A Tale of Two Parties – No slime, no sleaze and a bootleg BBQ
I took a long look at the invite that read, “fashion, fashion, fashion”, wondering what to wear, or really what not to wear. I decided that a royal blue, super-mini fitted dress, paired with black patent heels was the way forward. With that, I jumped into a cab on a crisp Tuesday summer night and cruised down FDR. The time was 9:15pm, and I was En route to a birthday party in honor of a dear friend, who also happens to own an up-and-coming on-line designer clothing boutique. I arrived somewhere on the lower east side, at a bohemian-meets-alternative lounge – a very cool scene. In keeping with my modus operandi, I was of course, fashionably late. I glided in hoping to meet some wrapable cuties; instead, I was greeted rich soulful tunes – a refined mix of soul and old Hollywood. And so, I gently lulled to the tune of his acoustic guitar and watched him belt out unfamiliar soul from his well tuned vocal chords. This red-headed crooner had me serenaded in a heartbeat…

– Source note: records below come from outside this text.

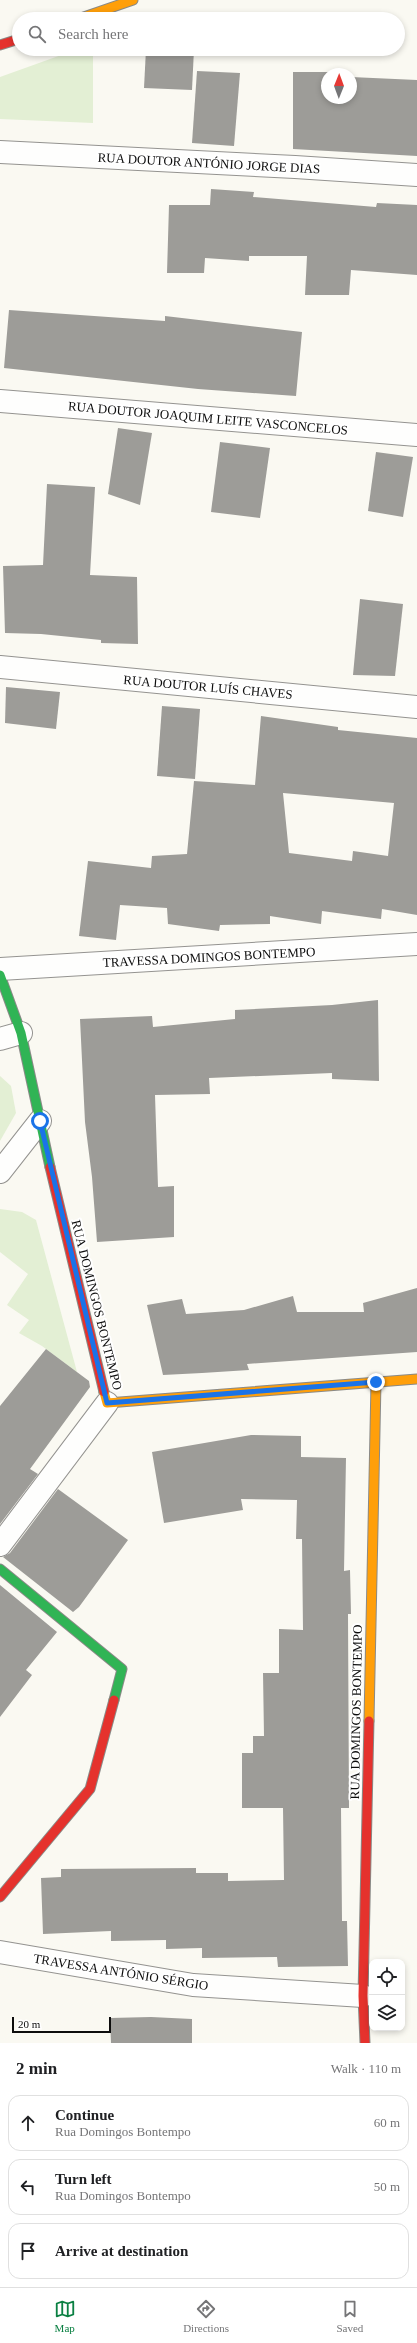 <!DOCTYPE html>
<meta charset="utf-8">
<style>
body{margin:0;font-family:Georgia,serif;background:#f2f2f2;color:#202124}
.controls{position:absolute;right:12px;bottom:12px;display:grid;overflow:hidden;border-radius:8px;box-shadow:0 2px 6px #0003}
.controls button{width:36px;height:36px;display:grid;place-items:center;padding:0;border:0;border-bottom:1px solid #e0e0e0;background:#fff;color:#202124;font:20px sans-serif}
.compass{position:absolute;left:321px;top:68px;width:36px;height:36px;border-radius:50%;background:#fff;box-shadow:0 2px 6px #0003;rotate:1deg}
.scale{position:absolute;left:12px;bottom:10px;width:99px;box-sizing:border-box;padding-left:4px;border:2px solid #0d0d0d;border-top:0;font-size:11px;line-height:14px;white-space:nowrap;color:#0d0d0d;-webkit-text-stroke:3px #fff;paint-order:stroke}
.stop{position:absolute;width:12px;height:12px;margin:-9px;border:3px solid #1a73e8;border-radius:50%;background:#fff}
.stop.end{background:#1a73e8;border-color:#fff;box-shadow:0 1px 4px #0008}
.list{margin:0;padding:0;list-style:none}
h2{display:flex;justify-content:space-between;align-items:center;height:52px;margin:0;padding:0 16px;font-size:17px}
h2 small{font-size:13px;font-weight:400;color:#757577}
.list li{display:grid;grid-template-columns:26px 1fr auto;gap:12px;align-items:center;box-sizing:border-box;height:56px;margin:0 8px 8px;padding:0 8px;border:1px solid #e0e0e0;border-radius:12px}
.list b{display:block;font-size:15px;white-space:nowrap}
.list p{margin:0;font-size:13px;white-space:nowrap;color:#757577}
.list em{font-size:13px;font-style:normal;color:#757577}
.icon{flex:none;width:22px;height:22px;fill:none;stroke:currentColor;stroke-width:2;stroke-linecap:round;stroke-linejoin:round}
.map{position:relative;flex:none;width:417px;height:2043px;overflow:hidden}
.search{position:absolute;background:#fff;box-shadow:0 2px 6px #0003;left:12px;right:12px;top:12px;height:44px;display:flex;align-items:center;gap:10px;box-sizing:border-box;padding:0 14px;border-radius:22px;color:#757577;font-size:15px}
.sheet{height:244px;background:#fff}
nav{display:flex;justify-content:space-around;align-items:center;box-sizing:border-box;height:56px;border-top:1px solid #e0e0e0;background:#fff;font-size:11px;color:#757577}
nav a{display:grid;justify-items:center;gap:2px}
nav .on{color:#0b8043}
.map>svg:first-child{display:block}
.green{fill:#e3efd4}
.building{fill:#9d9c98;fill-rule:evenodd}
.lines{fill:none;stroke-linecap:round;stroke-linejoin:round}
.street-casing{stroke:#949390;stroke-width:24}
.fast-casing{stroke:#8a8a87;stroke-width:11}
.slow-casing{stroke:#8a8a87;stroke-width:11}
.jam-casing{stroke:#8a8a87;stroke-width:11}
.street{stroke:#fefefd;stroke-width:22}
.fast{stroke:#30b455;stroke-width:9}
.slow{stroke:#ff9f0a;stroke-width:9}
.jam{stroke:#e5322d;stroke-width:9}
.route{stroke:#1a73e8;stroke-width:5}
.labels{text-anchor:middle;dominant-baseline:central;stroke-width:4;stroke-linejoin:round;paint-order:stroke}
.street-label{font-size:13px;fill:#0d0d0d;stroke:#fff}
</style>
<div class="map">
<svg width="417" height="2043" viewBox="0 0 417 2043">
<rect width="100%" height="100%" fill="#faf9f2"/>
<!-- green -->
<g class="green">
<path d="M 78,49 L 93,49 L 93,123 L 0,119 L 0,77 Z"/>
<path d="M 0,1076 L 11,1086 L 16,1113 L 0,1141 Z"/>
<path d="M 0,1209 L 22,1212 L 36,1220 L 77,1372 L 42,1346 L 19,1333 L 29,1320 L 7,1305 L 28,1274 L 0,1252 Z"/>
</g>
<!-- building -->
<g class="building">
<path d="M 146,49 L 194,49 L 192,90 L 144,88 Z"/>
<path d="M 197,71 L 240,73 L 234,146 L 192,143 Z"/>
<path d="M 293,72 L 338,72 L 327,74 L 327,98 L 351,98 L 351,77 L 417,80 L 417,156 L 293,149 Z"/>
<path d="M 211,189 L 254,192 L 253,197 L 376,207 L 377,203 L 417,205 L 417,275 L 351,270 L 349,295 L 305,295 L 307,256 L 249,256 L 249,261 L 205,258 L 204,273 L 167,273 L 169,205 L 210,205 Z"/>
<path d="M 9,310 L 165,321 L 165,316 L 302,332 L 296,396 L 198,389 L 4,368 Z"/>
<path d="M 118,428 L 152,433 L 140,505 L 108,494 Z"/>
<path d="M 220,442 L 270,448 L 260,518 L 211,512 Z"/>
<path d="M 376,452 L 413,457 L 403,517 L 368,511 Z"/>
<path d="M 47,484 L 95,487 L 90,575 L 137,577 L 138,644 L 101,643 L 101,640 L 41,634 L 5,633 L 3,566 L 43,565 Z"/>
<path d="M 360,599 L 403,604 L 395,676 L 353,675 Z"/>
<path d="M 6,687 L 60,692 L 56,729 L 5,723 Z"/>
<path d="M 162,706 L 200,709 L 195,779 L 157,776 Z"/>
<path d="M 261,716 L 338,727 L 338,730 L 417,738 L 417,915 L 382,909 L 381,919 L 322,911 L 321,924 L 270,916 L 270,924 L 220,925 L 219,931 L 168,924 L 167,908 L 120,905 L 116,940 L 79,936 L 88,861 L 151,868 L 152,856 L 187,854 L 194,781 L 255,785 ZM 283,793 L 394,803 L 388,856 L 353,851 L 352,861 L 289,853 Z"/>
<path d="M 378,1000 L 379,1081 L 332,1079 L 332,1073 L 209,1078 L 210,1094 L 155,1095 L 158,1187 L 174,1186 L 174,1237 L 97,1242 L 92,1177 L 85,1122 L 80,1019 L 152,1016 L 153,1027 L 235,1019 L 235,1010 L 332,1005 Z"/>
<path d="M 417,1288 L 417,1352 L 247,1364 L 249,1370 L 202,1373 L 163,1375 L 147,1305 L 182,1299 L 186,1314 L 244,1310 L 293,1296 L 297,1312 L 364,1312 L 363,1303 Z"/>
<path d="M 46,1349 L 89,1381 L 90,1387 L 30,1469 L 38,1474 L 0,1524 L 0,1406 Z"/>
<path d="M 251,1435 L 301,1436 L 301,1457 L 346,1458 L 344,1571 L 350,1570 L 351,1614 L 348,1614 L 349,1808 L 341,1808 L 342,1921 L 347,1921 L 348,1966 L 278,1967 L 277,1957 L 202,1958 L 202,1948 L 166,1949 L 166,1940 L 111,1941 L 111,1931 L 43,1934 L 41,1878 L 61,1877 L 61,1869 L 196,1868 L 196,1873 L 228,1873 L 228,1881 L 284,1880 L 283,1808 L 242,1808 L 242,1753 L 253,1753 L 253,1736 L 264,1736 L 263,1673 L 279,1673 L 279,1629 L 303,1630 L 302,1539 L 296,1539 L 297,1500 L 241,1499 L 243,1510 L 164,1523 L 152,1452 Z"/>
<path d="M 58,1489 L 128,1540 L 79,1607 L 73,1612 L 3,1557 L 10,1553 Z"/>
<path d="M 0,1585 L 57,1632 L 26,1670 L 32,1675 L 0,1717 Z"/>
<path d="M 151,2017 L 192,2019 L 192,2043 L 111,2043 L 110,2018 Z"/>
</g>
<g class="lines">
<defs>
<g id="street">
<path d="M 0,152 L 295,167 L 417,175"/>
<path d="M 0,401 L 417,435"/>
<path d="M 0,667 L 417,707"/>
<path d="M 0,969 L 417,944"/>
<path d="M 0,1039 L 21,1033"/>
<path d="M 0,1172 L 40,1121"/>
<path d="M 0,1545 L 107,1403"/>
<path d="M 0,1952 L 193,1985 L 363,1996"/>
</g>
<g id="fast">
<path d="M 0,975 L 21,1033 L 50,1167"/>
<path d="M 0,1569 L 122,1669 L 114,1700"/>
</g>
<g id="slow">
<path d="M 78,19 L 133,0"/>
<path d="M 104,1392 L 107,1403 L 417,1379"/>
<path d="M 369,1721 L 376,1382"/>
</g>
<g id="jam">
<path d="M 0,45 L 19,39"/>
<path d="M 50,1167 L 104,1392"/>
<path d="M 0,1897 L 90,1789 L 114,1700"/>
<path d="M 365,2043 L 363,1996 L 369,1721"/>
</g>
</defs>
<!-- street casing -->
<use href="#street" class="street-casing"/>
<!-- fast casing -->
<use href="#fast" class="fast-casing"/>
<!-- slow casing -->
<use href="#slow" class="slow-casing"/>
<!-- jam casing -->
<use href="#jam" class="jam-casing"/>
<!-- street -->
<use href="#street" class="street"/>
<!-- fast -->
<use href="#fast" class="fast"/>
<!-- slow -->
<use href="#slow" class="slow"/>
<!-- jam -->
<use href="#jam" class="jam"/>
</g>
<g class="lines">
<!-- route -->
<path class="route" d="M 40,1121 L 107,1403 L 376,1382"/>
</g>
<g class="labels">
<!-- street labels -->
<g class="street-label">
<text transform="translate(209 163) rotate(3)">RUA DOUTOR ANTÓNIO JORGE DIAS</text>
<text transform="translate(208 418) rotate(5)">RUA DOUTOR JOAQUIM LEITE VASCONCELOS</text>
<text transform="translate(208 687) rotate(5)">RUA DOUTOR LUÍS CHAVES</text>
<text transform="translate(209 957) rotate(-3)">TRAVESSA DOMINGOS BONTEMPO</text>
<text transform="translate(97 1305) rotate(76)">RUA DOMINGOS BONTEMPO</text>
<text transform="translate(356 1712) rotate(-89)">RUA DOMINGOS BONTEMPO</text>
<text transform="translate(121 1972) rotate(9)">TRAVESSA ANTÓNIO SÉRGIO</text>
</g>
</g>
</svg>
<div class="controls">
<button><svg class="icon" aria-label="locate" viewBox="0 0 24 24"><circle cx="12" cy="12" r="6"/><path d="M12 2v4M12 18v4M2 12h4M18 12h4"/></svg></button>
<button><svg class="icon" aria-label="layers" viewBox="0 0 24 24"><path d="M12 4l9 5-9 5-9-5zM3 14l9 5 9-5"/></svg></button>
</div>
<svg class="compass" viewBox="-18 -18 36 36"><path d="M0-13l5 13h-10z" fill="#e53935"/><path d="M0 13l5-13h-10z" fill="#757577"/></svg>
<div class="scale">20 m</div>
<div class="stop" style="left:40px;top:1121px"></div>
<div class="stop end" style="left:376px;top:1382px"></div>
<div class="search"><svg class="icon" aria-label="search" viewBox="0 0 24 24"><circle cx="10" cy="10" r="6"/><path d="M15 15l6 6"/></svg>Search here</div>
</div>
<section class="sheet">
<h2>2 min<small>Walk · 110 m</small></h2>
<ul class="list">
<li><svg class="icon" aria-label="ahead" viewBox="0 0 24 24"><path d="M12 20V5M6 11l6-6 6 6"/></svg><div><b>Continue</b><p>Rua Domingos Bontempo</p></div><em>60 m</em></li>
<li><svg class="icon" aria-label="left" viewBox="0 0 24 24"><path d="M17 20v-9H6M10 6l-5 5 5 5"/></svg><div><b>Turn left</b><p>Rua Domingos Bontempo</p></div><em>50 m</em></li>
<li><svg class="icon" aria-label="arrive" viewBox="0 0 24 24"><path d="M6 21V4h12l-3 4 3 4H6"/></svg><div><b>Arrive at destination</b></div></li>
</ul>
</section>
<nav>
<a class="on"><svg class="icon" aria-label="map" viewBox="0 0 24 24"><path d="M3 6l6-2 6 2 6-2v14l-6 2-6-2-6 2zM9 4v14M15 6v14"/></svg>Map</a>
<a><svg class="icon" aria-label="directions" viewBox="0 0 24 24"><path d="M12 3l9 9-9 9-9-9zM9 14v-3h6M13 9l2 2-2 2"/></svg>Directions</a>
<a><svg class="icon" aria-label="saved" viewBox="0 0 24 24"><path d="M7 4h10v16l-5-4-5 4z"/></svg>Saved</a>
</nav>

Later, with no interesting prospects or wrapable cuties for that matter, I ran into a very funny and boisterous guy I met at a party last summer. Yes, last summer, but he was so memorable. Every now and then, you meet the true life of the party and this guy fits that description aptly. After re-introducing ourselves, I then proceeded to play cupid, attempting to set him up with a girlfriend who was also at the party. As it turns out, they were already friends, so that did not exactly go very well. Shortly after this failed introduction, his cousin, also a friend of mine, having no idea we were acquaintances, then tried to hook us up! Can you spell C-I-R-C-U-S? These pseudo introductions could not have been more embarrassing or more ridiculous. Finally, we both busted out laughing, and so began a whole new chapter with this Ice-Cocoa brother, a native of Ghana, and an advertising executive in the city. We had one quick dance and a casual hug. No slime, no sleaze, just a good old fashioned hug. I liked that; refreshing, clean, interesting.
Fast forward to Saturday night, and I’m asking myself, “How on earth did I end up in a bootleg party in Brooklyn (BK)?” Have you ever walked into a room and just felt some weird vibe? Something is off, and you just can’t pinpoint it. I had that sinking feeling as I walked into this BBQ party in BK. As I observed my surroundings, I watched suckle looking honeys swarm around the host and the guys, well, a mix of sleaze and grease. Our “sleek host”, who was a friend-of-a-friend, rolled up in a silver Mercedes Benz, decked out in white designer jeans and more jewelry than I care to see on a man. Worse still, he killed his outfit with white shoes. Why do men wear white shoes?…hold that thought… He was accompanied by a handy dandy girl (cause that’s what she was) that looked like a college freshman, next to his mid-40 year oldish frame. It was like being on the set of a rap video–grill smoking and drinks flowing; except that this video was playing live before my eyes.
El-Sleeko was a married man, hosting the party incognito! We had walked into a den of thieves – married, engaged or otherwise committed men. El-Sleeko was brazen, marching back and forth in his angel-white shoes, and policing guests not to post pictures on Facebook. We left the party in a hurry, but not before we wolfed down some ribs and spicy rice, why let perfectly good food go to waste?. The ride home tossed between angry outbursts and sober reflections of “what’s out there”. This was a text book example of a perfectly wasted Saturday night and I was just as pissed, that my red-hot, short-shorts and boob-tube had gone to waist. El-Sleeko’s BBQ left a lot to be desired and one question still unanswered: Why do men wear white shoes?
So what’s your story? Have you ever found yourself at a crazy party that you can’t explain? Share your stories with me. And if you know why men wear white shoes, please, do tell!
Until the next week, this is FlowEezy, reminding you to flow easy, flow with love. Xoxo
Jen
LOL!!!
Urbanchic15
Aaargh, I agree!!! I hate when grown men wear white pants AND white shoes TOGETHER.